TASK TO COMPLETE: A verbatim copy of the records below, pictures omitted, is the task.

GIVEN DATA:
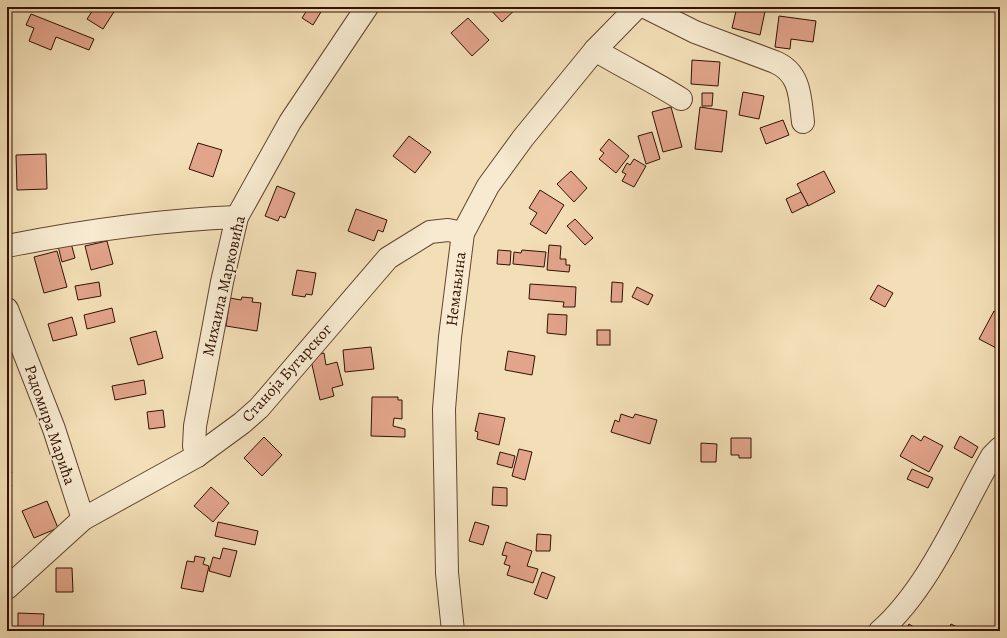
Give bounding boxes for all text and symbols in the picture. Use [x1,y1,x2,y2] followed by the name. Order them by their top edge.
[197,213,251,359] street label: Михаила Марковића
[441,250,472,328] street label: Немањина
[237,319,337,427] street label: Станоја Бугарског
[19,362,81,488] street label: Радомира Марића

RESULT:
Give bounding boxes for all text and symbols in the picture. Use [x1,y1,x2,y2] followed by the name. Order them by their top edge.
[197,213,251,359] street label: Михаила Марковића
[441,250,472,328] street label: Немањина
[237,319,337,427] street label: Станоја Бугарског
[19,362,81,488] street label: Радомира Марића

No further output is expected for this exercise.